**WORK ORDER**
The lines from the top of the listing through the one containing "ctx.lineJoin = 'round';" are to be retyped exactly, with no other lines.

**LISTED ENTRIES**
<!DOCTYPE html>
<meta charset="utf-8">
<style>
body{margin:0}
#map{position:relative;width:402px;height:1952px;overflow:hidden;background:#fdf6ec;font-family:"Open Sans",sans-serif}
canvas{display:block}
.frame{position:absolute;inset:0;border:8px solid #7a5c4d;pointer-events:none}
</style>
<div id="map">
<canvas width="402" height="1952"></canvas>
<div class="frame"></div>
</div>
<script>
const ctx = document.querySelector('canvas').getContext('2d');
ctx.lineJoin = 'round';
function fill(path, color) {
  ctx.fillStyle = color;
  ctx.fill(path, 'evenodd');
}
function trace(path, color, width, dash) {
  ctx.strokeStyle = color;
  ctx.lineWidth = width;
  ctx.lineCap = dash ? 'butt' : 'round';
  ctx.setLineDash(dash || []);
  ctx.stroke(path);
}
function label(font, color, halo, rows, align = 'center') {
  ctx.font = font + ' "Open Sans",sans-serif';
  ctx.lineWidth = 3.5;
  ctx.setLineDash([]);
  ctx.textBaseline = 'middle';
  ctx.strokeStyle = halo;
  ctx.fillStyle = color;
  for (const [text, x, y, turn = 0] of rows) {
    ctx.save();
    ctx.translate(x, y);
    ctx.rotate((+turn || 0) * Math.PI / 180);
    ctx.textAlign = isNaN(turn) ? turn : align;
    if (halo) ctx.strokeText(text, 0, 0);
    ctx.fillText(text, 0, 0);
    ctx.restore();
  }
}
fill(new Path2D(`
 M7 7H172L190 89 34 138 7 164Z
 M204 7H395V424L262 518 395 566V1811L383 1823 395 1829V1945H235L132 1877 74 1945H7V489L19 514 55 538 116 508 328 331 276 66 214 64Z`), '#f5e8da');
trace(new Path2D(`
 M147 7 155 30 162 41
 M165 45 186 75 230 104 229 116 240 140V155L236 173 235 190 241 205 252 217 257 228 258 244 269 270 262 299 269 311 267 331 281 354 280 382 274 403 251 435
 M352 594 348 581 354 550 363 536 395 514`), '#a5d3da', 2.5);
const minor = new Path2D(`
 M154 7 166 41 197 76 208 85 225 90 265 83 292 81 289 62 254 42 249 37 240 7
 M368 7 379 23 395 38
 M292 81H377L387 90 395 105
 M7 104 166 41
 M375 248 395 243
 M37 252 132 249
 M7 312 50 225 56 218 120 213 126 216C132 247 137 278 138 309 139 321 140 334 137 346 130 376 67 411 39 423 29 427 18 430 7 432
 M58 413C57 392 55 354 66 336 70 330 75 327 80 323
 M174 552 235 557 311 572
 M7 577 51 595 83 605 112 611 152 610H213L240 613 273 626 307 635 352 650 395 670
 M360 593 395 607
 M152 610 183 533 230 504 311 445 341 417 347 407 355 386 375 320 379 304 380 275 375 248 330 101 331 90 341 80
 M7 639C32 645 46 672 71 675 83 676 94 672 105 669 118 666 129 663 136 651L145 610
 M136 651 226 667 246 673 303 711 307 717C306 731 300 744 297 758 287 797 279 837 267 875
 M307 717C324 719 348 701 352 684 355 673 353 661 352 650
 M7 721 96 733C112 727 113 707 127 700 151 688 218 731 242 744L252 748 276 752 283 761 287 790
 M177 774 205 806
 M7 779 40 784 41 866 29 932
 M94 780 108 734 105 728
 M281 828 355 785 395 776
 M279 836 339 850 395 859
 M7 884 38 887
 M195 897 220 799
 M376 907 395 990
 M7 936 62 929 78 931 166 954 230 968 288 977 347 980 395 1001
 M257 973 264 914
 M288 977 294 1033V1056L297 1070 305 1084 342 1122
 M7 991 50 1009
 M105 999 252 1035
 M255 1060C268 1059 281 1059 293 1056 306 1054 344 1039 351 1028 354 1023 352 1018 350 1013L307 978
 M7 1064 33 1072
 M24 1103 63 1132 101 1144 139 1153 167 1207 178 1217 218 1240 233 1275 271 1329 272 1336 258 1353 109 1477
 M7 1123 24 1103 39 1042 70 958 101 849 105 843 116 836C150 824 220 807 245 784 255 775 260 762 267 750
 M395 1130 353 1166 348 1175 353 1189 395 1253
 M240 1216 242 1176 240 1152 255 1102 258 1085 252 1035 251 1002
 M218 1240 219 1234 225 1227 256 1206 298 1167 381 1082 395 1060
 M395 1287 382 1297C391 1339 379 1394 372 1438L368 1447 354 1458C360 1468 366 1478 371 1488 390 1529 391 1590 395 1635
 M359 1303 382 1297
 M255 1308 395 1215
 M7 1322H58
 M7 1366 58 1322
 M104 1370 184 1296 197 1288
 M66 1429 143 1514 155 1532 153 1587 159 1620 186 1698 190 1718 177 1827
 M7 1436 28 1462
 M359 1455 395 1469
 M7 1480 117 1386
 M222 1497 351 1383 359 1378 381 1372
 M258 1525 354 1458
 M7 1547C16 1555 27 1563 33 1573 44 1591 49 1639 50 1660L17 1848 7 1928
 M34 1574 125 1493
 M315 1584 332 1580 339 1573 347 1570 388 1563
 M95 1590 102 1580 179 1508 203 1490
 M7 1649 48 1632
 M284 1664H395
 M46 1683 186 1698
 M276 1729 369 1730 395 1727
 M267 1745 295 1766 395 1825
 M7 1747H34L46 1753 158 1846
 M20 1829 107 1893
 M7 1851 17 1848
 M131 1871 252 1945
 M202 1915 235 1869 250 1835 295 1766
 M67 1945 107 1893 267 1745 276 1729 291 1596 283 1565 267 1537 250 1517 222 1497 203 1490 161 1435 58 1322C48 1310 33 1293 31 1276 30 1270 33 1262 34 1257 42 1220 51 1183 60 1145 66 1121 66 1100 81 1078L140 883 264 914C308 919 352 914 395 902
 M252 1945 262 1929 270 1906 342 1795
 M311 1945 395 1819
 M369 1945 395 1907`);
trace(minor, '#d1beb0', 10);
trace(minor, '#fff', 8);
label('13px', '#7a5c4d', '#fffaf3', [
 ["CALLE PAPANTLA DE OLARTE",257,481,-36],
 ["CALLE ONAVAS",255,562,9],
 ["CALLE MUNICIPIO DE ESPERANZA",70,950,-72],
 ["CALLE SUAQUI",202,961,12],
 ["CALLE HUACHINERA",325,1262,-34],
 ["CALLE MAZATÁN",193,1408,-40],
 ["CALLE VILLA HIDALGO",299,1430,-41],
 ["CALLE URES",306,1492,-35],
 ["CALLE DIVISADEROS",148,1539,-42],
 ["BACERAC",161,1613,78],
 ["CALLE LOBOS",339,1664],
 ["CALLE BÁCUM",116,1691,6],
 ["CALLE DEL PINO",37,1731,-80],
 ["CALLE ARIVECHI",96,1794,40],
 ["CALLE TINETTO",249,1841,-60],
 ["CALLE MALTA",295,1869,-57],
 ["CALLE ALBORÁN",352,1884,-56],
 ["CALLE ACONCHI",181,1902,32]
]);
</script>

**RESULT BELOW**
<!DOCTYPE html>
<meta charset="utf-8">
<style>
body{margin:0}
#map{position:relative;width:402px;height:1952px;overflow:hidden;background:#fdf6ec;font-family:"Open Sans",sans-serif}
canvas{display:block}
.frame{position:absolute;inset:0;border:8px solid #7a5c4d;pointer-events:none}
</style>
<div id="map">
<canvas width="402" height="1952"></canvas>
<div class="frame"></div>
</div>
<script>
const ctx = document.querySelector('canvas').getContext('2d');
ctx.lineJoin = 'round';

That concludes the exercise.